The Seaside and the Fireside

By the Seaside. The Fire of Drift-Wood

  • Devereux Farm, Near Marblehead
  • “September 29, 1846. A delicious drive with F. through Malden and Lynn to Marblehead, to visit E. W. at the Devereux Farm by the sea-side. Drove across the beautiful sand. What a delicious scene! The ocean in the sunshine changing from the silvery hue of the thin waves upon the beach, through the lighter and the deeper green, to a rich purple in the horizon. We recalled the times past, and the days when we were at Nahant. The Devereux Farm is by the sea, some miles from Lynn. An old-fashioned farm-house, with low rooms, and narrow windows rattling in the sea-breeze.” From this visit sprang the poem that follows. In a letter in 1879 to a correspondent who had raised a matter-of-fact objection, Mr. Longfellow readily admitted that the harbor and lighthouse, which he visited the same day, could not be seen from the windows of the farm-house.

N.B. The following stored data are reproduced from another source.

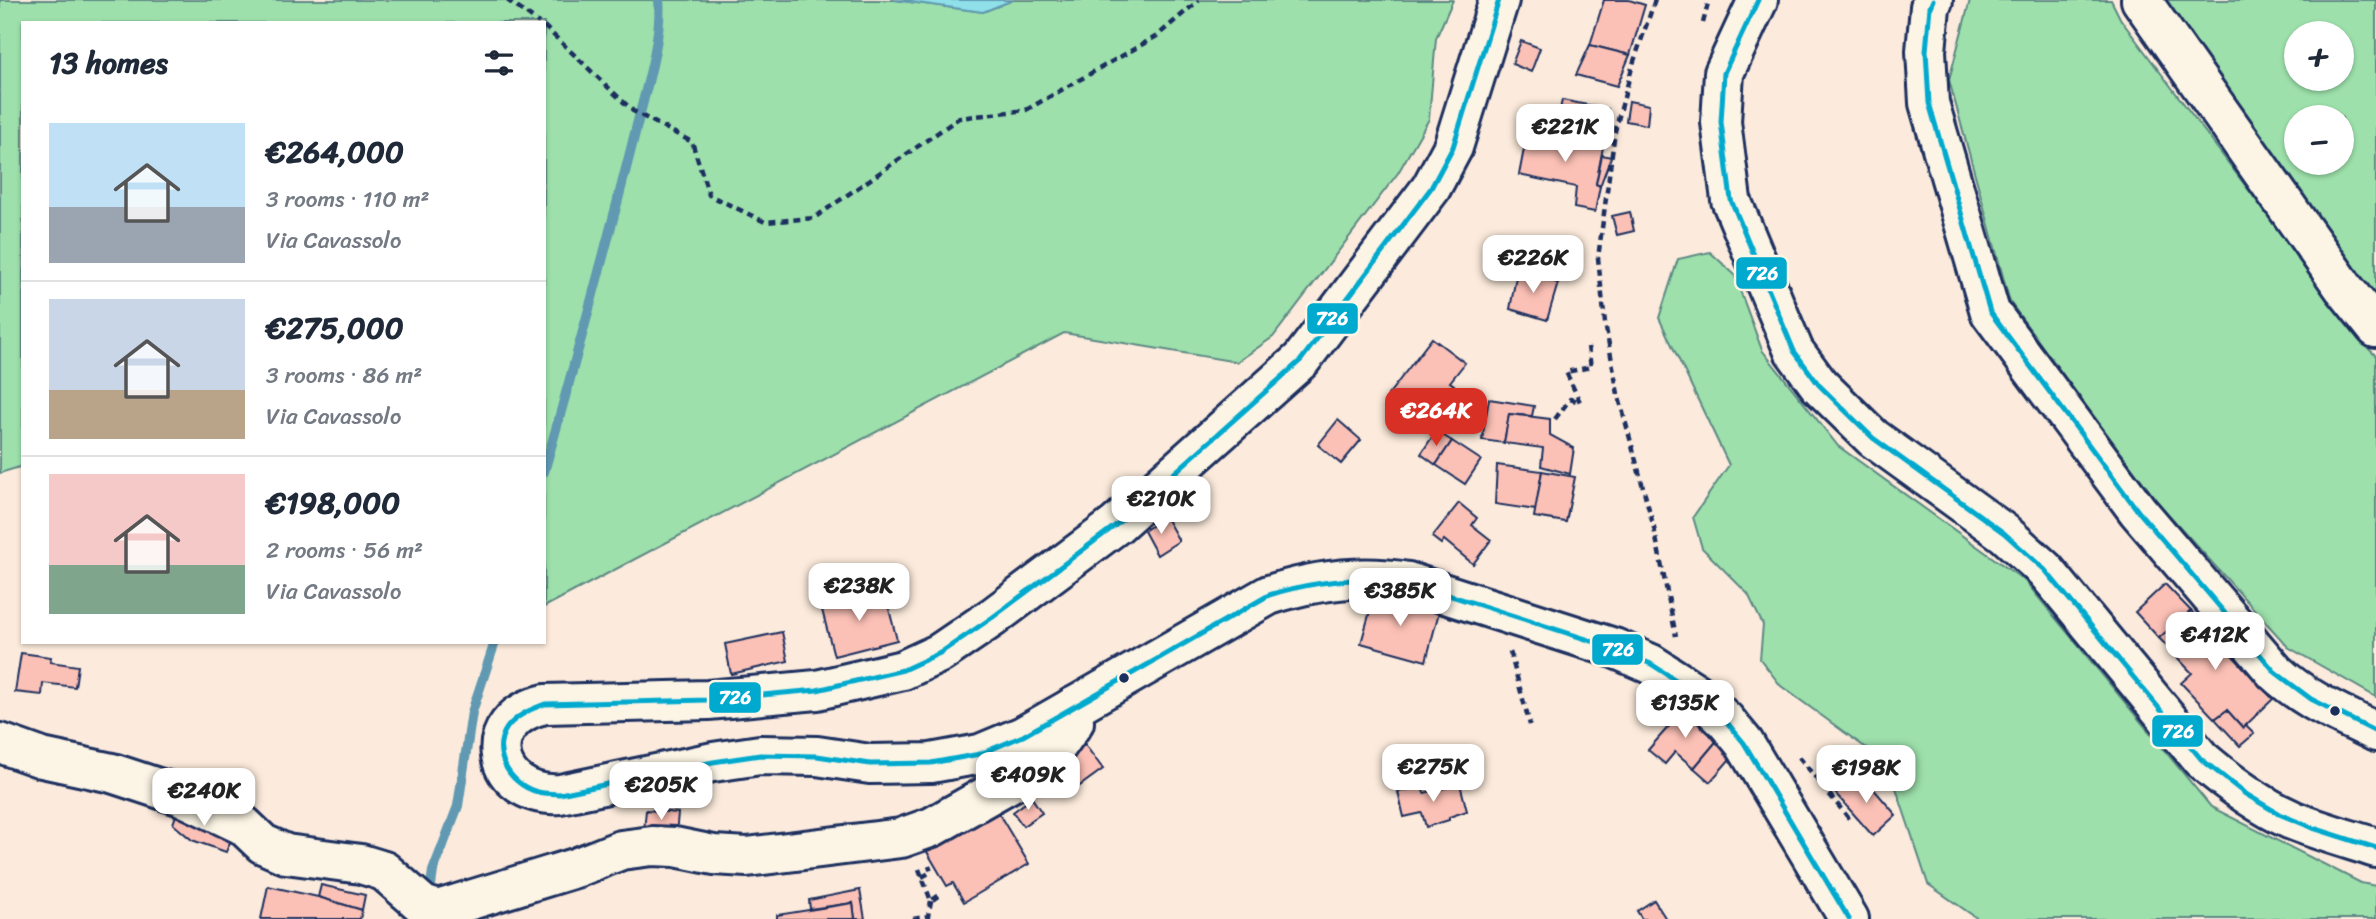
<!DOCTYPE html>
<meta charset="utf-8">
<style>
:root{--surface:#fff;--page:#f6f6f7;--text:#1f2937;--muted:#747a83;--line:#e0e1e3;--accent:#d93025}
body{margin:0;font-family:Sriracha,sans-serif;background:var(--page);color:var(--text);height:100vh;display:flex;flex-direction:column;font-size:26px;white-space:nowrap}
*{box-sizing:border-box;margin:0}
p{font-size:23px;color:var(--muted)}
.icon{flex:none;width:38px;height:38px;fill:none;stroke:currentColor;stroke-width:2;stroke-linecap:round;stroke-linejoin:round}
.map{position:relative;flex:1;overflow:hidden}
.drawer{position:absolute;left:21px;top:21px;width:525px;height:623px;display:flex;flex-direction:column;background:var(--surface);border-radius:0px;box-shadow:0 2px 5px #0004}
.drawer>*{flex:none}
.buttons{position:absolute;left:2284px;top:21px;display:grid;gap:14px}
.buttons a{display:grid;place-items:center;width:70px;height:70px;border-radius:50%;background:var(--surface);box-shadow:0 2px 5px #0004;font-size:35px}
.price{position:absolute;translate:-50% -60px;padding:0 16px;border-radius:14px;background:#fff;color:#222;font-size:23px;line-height:46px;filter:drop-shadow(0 2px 4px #0008)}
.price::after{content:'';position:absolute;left:50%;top:42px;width:21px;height:16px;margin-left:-10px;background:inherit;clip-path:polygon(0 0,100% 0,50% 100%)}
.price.current{background:var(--accent);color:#fff}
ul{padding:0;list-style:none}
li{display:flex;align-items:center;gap:21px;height:175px;padding:0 28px}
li+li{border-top:2px solid var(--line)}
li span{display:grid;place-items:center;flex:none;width:196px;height:140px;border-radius:0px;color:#555}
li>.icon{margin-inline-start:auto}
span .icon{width:84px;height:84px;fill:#fffc;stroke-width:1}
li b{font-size:30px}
h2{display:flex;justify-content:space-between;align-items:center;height:84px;padding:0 28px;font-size:30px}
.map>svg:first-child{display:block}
.green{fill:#9de0ab;stroke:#5c8884;stroke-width:2;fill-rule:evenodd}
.water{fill:#8fe0e9;stroke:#6199b1;stroke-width:2}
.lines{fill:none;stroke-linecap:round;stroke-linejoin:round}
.stream{stroke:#6199b1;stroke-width:10}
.building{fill:#fcc1b6;stroke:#1b2f5e;stroke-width:2}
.minor-casing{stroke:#1b2f5e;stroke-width:44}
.secondary-casing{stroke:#1b2f5e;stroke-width:44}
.path{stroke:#1b2f5e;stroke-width:4.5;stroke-dasharray:7 5;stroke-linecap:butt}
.minor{stroke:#fcf5e5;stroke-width:38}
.secondary{stroke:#fcf5e5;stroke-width:38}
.bus-1-casing{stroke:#fcf5e5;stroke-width:10}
.bus-1{stroke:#00a9ce;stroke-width:5}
.bus-dot{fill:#1b2f5e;stroke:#fcf5e5;stroke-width:2.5}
.line-badge{stroke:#fcf5e5;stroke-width:2.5}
.badge-label{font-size:19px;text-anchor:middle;font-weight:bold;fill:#fff}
</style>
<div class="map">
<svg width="2376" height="919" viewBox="0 0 2376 919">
<rect width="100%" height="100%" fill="#fcebdc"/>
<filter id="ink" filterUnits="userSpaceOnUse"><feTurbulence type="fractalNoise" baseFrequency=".0143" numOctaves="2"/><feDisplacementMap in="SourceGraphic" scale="14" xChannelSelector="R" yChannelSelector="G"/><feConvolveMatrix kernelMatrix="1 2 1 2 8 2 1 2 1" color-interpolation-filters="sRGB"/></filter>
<g filter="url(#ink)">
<g class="green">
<polygon points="0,0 895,0 983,12 1013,0 1453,0 1436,38 1429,119 1398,173 1273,337 1237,362 1064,333 544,607 544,23 23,23 23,466 0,473"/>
<polygon points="1970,0 2111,0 2121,20 2365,345 2376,356 2376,697 2288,647 2145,488 2010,302 1949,80"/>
<path d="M 2161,0 L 2376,0 L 2376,303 ZM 2296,33 L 2342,33 L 2342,79 L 2296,79 ZM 2296,117 L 2342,117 L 2342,163 L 2296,163 Z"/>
<polygon points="1710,252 1734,274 1762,350 1838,446 2025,581 2211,807 2361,883 2376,886 2376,919 1978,919 1928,884 1888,764 1781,686 1760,659 1763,625 1748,594 1702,548 1693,517 1729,465 1659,318 1678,259"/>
</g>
<polygon class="water" points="895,0 1013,0 983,12"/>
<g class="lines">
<g class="stream">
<path d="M 544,472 C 575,362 605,252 633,141 C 642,102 663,38 659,0"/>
<polyline points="429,899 433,871 458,806 472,712 495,642"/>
</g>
</g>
<g class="building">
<polygon points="1604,0 1629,0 1645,5 1630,55 1590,45"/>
<polygon points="1521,41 1540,48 1531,72 1512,64"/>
<polygon points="1590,45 1630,55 1617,86 1576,75"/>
<polygon points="1562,100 1608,109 1604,142 1555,134"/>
<polygon points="1629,101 1649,105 1647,125 1626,121"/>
<polygon points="1528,128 1604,142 1596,184 1600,186 1595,212 1574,208 1576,187 1519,175"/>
<polygon points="1602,155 1611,157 1600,186 1596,184"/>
<polygon points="1630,212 1634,231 1617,235 1612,216"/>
<polygon points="1517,271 1558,283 1547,320 1510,309"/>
<polygon points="1432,338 1465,363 1450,382 1454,385 1425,423 1388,395"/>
<polygon points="1489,399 1534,406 1532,416 1509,414 1504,443 1482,440"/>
<polygon points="1509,414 1550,419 1550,435 1574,448 1570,474 1541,466 1543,448 1504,443"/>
<polygon points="1338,420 1361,440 1341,464 1318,445"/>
<polygon points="1436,431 1452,441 1436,465 1421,454"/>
<polygon points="1452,441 1481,460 1465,484 1436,465"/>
<polygon points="1497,465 1542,471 1536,510 1495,504"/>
<polygon points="1542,471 1575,477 1566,522 1534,517"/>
<polygon points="1459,503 1477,518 1472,525 1491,540 1473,564 1444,540 1441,544 1432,537"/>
<polygon points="1165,516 1179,541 1157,555 1144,531"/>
<polygon points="2165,584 2191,611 2159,638 2135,612"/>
<polygon points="884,590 897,640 834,656 821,606"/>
<polygon points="1375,594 1439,612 1426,661 1361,643"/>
<polygon points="2191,611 2273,699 2243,728 2227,710 2215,719 2181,683 2192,673 2159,638"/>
<polygon points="782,632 788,661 731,674 725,644"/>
<polygon points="21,653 51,657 50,662 78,666 75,687 43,683 42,695 15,692"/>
<polygon points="1686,707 1720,737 1694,768 1675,752 1665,764 1648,750"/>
<polygon points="2227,710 2243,728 2245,725 2254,734 2240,746 2215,719"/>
<polygon points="1720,737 1736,752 1710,782 1694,768"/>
<polygon points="1083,742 1103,769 1070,793 1059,777 1073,768 1064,756"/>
<polygon points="1846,758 1872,787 1868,790 1856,776 1842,787 1830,773"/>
<polygon points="1856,776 1868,790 1872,787 1896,815 1873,836 1835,793"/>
<polygon points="1460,784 1467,811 1449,817 1449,820 1426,827 1422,813 1404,817 1398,792 1422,786 1424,793"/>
<polygon points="1032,798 1042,813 1023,826 1013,812"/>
<polygon points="180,803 236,827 226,852 192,840 173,824"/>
<polygon points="996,809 1029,864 964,902 953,883 947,886 926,850"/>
<polygon points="646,810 678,813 676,835 644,831"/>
<polygon points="321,885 365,895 362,910 318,897"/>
<polygon points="268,886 318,897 362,910 360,919 261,919"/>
<polygon points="860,890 865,919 855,919 853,903 810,909 809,900"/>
<polygon points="1654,900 1666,919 1642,919 1637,911"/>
<polygon points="853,903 855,919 777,919 777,915"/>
</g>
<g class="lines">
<g class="minor-casing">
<g id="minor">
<polyline points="2141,0 2344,288 2376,328"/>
<polyline points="0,743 42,758 112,773 182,796 243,825 263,844 286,854 361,864 384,871 423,905 438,910 578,867 621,850 652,846 675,847 714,855 747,857 901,838 932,827 1045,763 1074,722 1073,707"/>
</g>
</g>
<g class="secondary-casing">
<g id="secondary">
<path d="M 1499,0 L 1453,147 L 1431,188 L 1301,360 L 1116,525 L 993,617 L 940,653 L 903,670 L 817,690 L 708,700 L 545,704 C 476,719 492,798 560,794 L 713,762 L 760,755 L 817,756 L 870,764 L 931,763 L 980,754 L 1023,736 L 1269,595 C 1315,580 1361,574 1408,582 L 1614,648 L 1651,664 L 1696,693 L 1725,720 L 1744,743 L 1849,919"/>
<path d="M 1758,0 L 1724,73 L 1721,122 L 1731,200 L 1794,351 L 1819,385 L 1873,438 L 2004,533 L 2045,570 L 2201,759 C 2229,783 2258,805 2292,820 C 2319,831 2348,839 2376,848"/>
<path d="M 1933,0 L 1930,7 L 1926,51 L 1929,103 L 1990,312 L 2138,511 L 2275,672 C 2305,700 2340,714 2376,732"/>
</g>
</g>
<g class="path">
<polyline points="507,0 539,23"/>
<polyline points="1655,0 1633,64 1615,131 1598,258 1605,323 1618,394 1654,528 1676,636"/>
<polyline points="1703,23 1709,0"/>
<polyline points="544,26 633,111 692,142 709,195 765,222 814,218 959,118 1026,110 1157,36 1199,0"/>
<polyline points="1555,419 1570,399 1580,402 1566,372 1591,367 1588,347"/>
<polyline points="1510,652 1530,725"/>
<polyline points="1799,757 1851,821"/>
<polyline points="919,869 931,901 941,894"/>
<polyline points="922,877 931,872 929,866"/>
<polyline points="913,919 928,916 931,901"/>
</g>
<use href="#minor" class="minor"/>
<use href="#secondary" class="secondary"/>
<g class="bus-1-casing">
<g id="bus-1">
<path d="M 1499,0 L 1453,147 L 1431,188 L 1301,360 L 1116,525 L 993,617 L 940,653 L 903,670 L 817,690 L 708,700 L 545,704 C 532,709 521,713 511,723 C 487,747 508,785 538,792 C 545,794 553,793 560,794 L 713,762 L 760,755 L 817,756 L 870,764 L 931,763 L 980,754 L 1023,736 L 1269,595 C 1315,581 1360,576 1408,582 L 1614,648 L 1651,664 L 1696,693 L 1725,720 L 1744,743 L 1849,919"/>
<polyline points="1758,0 1724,73 1721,122 1731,200 1794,351 1819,385 1873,438 2004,533 2045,570 2201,759 2244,793 2279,814 2313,828 2376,848"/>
<polyline points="1933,0 1930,7 1926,51 1929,103 1990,312 2138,511 2275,672 2311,699 2376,732"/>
</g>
</g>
<use href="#bus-1" class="bus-1"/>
</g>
</g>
<g class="bus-dot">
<circle cx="1124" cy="678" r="6"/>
<circle cx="2335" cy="711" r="6"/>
</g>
<g class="line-badge">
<rect x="1735" y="256" width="53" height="34" rx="7" fill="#00a9ce"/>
<rect x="1306" y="302" width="53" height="33" rx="7" fill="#00a9ce"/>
<rect x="1591" y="633" width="53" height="33" rx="7" fill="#00a9ce"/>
<rect x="708" y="681" width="54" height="33" rx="7" fill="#00a9ce"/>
<rect x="2151" y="714" width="53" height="34" rx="7" fill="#00a9ce"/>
</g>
<g class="badge-label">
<text x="1762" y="280">726</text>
<text x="1332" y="325">726</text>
<text x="1618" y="656">726</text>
<text x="735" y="704">726</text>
<text x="2178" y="738">726</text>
</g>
</svg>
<div class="buttons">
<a>+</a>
<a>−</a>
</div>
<b class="price" style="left:1565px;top:164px">€221K</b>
<b class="price" style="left:1533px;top:295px">€226K</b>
<b class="price current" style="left:1436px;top:448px">€264K</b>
<b class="price" style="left:1161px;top:536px">€210K</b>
<b class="price" style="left:859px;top:623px">€238K</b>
<b class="price" style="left:1400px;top:628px">€385K</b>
<b class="price" style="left:2215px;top:672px">€412K</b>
<b class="price" style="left:1685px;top:740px">€135K</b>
<b class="price" style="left:1433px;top:804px">€275K</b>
<b class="price" style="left:1866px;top:805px">€198K</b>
<b class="price" style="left:1028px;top:812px">€409K</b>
<b class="price" style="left:661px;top:822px">€205K</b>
<b class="price" style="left:204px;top:828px">€240K</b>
<section class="drawer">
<h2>13 homes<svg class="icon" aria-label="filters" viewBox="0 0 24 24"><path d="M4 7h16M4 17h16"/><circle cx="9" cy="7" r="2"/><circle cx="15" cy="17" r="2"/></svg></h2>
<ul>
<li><span style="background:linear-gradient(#bfe0f5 60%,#9aa5b1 0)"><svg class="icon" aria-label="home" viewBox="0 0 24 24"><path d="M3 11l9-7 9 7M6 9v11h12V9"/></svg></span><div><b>€264,000</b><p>3 rooms · 110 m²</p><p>Via Cavassolo</p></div></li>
<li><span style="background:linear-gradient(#c9d6e8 65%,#b9a48a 0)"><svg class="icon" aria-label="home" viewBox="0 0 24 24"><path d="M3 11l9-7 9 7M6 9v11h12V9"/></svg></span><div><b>€275,000</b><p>3 rooms · 86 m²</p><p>Via Cavassolo</p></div></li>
<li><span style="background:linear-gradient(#f6c9c9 65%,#7fa58c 0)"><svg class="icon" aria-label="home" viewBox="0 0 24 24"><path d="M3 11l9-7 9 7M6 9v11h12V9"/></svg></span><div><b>€198,000</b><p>2 rooms · 56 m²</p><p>Via Cavassolo</p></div></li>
</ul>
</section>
</div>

  • WE sat within the farm-house old,

    Whose windows, looking o’er the bay,

    Gave to the sea-breeze damp and cold

    An easy entrance, night and day.

    Not far away we saw the port,

    The strange, old-fashioned, silent town,

    The lighthouse, the dismantled fort,

    The wooden houses, quaint and brown.

    We sat and talked until the night,

    Descending, filled the little room;

    Our faces faded from the sight,

    Our voices only broke the gloom.

    We spake of many a vanished scene,

    Of what we once had thought and said,

    Of what had been, and might have been,

    And who was changed, and who was dead;

    And all that fills the hearts of friends,

    When first they feel, with secret pain,

    Their lives thenceforth have separate ends,

    And never can be one again;

    The first slight swerving of the heart,

    That words are powerless to express,

    And leave it still unsaid in part,

    Or say it in too great excess.

    The very tones in which we spake

    Had something strange, I could but mark;

    The leaves of memory seemed to make

    A mournful rustling in the dark.

    Oft died the words upon our lips,

    As suddenly, from out the fire

    Built of the wreck of stranded ships,

    The flames would leap and then expire.

    And, as their splendor flashed and failed,

    We thought of wrecks upon the main,

    Of ships dismasted, that were hailed

    And sent no answer back again.

    The windows, rattling in their frames,

    The ocean, roaring up the beach,

    The gusty blast, the bickering flames,

    All mingled vaguely in our speech;

    Until they made themselves a part

    Of fancies floating through the brain,

    The long-lost ventures of the heart,

    That send no answers back again.

    O flames that glowed! O hearts that yearned!

    They were indeed too much akin,

    The drift-wood fire without that burned,

    The thoughts that burned and glowed within.